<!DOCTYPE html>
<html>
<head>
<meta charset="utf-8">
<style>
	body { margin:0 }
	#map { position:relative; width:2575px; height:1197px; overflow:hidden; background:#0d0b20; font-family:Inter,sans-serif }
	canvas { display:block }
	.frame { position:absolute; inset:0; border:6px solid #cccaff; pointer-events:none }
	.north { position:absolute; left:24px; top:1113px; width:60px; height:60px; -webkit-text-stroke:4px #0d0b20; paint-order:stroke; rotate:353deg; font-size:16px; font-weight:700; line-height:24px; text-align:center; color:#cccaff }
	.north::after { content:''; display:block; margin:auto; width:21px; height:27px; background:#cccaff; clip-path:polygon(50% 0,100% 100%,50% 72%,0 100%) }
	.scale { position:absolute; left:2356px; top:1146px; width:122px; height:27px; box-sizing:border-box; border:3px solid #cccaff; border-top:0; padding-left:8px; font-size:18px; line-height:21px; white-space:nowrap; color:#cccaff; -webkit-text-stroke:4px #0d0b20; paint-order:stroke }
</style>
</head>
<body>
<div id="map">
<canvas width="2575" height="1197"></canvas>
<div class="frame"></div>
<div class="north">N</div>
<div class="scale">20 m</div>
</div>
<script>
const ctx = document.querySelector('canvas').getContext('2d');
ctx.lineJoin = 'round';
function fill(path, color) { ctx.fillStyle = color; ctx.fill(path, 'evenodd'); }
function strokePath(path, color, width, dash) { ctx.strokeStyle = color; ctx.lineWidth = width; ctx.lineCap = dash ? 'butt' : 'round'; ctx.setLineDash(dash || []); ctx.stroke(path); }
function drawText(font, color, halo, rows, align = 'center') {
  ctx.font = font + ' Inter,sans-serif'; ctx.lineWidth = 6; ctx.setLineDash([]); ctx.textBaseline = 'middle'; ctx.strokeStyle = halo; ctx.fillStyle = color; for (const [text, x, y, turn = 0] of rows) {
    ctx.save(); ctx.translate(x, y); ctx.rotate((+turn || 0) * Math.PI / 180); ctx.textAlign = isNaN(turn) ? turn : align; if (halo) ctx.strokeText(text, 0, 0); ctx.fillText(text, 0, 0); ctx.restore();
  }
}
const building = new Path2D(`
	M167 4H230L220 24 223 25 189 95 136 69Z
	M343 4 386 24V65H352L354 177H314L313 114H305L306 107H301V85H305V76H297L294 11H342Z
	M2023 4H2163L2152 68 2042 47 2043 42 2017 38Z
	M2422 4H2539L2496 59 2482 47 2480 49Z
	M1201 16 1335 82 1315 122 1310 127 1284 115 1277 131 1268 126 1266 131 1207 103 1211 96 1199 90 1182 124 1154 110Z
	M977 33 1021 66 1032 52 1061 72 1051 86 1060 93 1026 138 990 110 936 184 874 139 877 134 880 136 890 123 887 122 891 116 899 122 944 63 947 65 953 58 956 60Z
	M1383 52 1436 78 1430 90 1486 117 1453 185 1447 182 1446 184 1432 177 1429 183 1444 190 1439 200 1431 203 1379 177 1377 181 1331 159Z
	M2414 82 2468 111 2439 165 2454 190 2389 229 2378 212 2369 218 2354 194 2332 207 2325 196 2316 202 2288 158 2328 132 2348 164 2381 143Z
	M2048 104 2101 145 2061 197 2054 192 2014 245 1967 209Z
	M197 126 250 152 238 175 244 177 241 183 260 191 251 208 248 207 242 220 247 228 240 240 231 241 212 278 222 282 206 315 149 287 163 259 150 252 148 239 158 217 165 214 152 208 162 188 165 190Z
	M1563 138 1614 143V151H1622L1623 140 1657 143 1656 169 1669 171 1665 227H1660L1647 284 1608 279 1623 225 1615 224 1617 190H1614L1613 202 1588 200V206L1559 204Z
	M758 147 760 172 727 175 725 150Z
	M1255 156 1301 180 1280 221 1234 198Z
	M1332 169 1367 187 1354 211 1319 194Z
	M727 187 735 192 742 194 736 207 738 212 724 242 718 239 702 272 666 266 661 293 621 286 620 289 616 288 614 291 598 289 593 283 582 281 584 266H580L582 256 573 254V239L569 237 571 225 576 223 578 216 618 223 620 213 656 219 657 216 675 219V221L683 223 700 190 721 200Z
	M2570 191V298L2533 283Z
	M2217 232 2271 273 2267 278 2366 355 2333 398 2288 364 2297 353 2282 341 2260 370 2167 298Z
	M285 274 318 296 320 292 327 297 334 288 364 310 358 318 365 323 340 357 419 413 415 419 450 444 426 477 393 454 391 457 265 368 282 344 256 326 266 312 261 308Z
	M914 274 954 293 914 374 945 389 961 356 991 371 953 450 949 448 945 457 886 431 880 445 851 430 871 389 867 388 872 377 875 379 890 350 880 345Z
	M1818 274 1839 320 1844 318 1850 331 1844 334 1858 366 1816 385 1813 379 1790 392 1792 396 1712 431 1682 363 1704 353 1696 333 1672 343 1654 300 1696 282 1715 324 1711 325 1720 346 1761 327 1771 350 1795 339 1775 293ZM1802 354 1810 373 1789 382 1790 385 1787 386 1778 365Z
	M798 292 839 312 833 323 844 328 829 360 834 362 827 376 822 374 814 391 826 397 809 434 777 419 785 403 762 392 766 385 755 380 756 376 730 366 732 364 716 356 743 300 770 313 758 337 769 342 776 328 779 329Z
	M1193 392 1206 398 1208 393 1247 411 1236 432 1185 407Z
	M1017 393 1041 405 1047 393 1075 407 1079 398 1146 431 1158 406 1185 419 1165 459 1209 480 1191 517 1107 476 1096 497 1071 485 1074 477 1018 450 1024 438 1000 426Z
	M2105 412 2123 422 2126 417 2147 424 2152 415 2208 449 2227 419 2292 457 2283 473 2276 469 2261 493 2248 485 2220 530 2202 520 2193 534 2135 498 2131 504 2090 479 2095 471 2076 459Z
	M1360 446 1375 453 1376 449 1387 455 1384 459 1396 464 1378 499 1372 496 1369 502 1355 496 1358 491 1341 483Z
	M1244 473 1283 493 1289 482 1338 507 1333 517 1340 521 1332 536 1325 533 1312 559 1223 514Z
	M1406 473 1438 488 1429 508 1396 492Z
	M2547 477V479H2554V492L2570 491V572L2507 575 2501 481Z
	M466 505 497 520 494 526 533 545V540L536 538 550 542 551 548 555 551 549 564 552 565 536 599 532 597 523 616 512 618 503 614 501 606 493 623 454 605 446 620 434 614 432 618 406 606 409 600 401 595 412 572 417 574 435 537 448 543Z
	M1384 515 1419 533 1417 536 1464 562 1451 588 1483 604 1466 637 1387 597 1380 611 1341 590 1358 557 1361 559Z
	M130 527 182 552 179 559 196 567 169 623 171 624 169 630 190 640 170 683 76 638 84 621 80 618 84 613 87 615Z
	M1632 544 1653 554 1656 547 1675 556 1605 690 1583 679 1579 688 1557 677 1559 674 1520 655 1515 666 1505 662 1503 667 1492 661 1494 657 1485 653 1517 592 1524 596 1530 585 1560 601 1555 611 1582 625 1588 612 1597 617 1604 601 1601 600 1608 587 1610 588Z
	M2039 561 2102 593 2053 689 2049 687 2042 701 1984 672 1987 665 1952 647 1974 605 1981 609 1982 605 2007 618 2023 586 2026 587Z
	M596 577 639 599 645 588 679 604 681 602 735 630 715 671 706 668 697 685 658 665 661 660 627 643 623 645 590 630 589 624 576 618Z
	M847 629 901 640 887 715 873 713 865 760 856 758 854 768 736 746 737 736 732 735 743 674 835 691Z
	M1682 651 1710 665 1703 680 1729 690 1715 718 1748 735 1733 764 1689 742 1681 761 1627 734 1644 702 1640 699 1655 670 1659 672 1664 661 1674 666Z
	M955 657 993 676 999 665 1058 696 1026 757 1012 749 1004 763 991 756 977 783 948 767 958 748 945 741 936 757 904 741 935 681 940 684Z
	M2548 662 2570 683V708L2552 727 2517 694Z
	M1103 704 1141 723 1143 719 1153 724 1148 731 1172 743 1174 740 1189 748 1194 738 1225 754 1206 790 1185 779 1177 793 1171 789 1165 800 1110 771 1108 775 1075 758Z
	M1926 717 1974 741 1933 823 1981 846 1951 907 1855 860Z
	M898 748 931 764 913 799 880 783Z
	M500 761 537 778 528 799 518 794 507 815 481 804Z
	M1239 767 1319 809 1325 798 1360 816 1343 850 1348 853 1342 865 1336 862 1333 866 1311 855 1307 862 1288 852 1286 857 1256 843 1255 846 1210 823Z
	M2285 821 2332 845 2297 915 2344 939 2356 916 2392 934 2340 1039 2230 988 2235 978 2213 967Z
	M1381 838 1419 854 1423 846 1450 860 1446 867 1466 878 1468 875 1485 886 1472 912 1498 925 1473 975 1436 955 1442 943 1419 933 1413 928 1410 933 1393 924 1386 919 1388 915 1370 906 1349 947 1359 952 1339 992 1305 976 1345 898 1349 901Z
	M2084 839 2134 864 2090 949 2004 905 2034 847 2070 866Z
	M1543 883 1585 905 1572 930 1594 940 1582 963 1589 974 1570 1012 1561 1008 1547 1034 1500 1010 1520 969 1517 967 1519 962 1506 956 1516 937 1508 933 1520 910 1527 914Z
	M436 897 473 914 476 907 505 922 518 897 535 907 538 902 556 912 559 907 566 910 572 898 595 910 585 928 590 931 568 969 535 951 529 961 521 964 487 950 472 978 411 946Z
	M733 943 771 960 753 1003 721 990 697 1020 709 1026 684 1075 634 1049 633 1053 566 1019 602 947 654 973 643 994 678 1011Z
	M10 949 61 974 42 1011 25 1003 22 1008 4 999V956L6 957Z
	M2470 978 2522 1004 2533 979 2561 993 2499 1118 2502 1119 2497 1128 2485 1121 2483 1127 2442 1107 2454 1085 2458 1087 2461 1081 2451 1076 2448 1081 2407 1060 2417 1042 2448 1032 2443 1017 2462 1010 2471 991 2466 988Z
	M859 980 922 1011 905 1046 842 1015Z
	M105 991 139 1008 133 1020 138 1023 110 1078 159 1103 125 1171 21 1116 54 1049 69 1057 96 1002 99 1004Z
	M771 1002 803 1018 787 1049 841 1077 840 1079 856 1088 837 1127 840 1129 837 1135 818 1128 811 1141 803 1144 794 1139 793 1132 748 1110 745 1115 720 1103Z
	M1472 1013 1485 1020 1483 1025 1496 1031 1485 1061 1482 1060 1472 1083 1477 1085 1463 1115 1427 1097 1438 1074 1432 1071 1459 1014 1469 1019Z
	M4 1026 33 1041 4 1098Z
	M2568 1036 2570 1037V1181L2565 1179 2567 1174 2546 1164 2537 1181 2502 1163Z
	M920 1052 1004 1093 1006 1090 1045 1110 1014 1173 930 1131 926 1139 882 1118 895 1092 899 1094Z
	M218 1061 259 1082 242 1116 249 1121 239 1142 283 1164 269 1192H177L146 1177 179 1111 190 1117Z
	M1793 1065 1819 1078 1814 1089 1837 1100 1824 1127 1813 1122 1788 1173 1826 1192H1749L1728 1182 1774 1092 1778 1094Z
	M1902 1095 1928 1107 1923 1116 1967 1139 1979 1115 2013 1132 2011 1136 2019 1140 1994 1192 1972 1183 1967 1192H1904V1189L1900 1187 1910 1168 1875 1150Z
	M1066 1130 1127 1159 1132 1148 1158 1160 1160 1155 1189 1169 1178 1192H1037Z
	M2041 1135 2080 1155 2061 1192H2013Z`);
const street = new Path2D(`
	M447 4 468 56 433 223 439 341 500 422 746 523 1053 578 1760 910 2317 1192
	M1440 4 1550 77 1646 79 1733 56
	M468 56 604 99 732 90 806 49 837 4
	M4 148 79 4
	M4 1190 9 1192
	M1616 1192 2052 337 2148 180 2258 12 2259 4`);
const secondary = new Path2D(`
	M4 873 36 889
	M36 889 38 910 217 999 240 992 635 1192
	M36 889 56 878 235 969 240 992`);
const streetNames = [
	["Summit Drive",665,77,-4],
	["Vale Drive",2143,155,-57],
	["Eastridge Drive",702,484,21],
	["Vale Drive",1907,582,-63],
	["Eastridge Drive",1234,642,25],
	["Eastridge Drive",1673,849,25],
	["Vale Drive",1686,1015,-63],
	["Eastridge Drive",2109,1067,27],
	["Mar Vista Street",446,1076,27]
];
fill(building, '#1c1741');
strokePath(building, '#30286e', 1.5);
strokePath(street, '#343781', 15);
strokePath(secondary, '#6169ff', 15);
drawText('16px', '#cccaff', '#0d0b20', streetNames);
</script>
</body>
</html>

___

> **ASSIGNED TASK**:
Find the lines above that contain the word "halo" and collect them.

> **OUTPUT FOR THIS TASK**:
function drawText(font, color, halo, rows, align = 'center') {
  ctx.font = font + ' Inter,sans-serif'; ctx.lineWidth = 6; ctx.setLineDash([]); ctx.textBaseline = 'middle'; ctx.strokeStyle = halo; ctx.fillStyle = color; for (const [text, x, y, turn = 0] of rows) {
    ctx.save(); ctx.translate(x, y); ctx.rotate((+turn || 0) * Math.PI / 180); ctx.textAlign = isNaN(turn) ? turn : align; if (halo) ctx.strokeText(text, 0, 0); ctx.fillText(text, 0, 0); ctx.restore();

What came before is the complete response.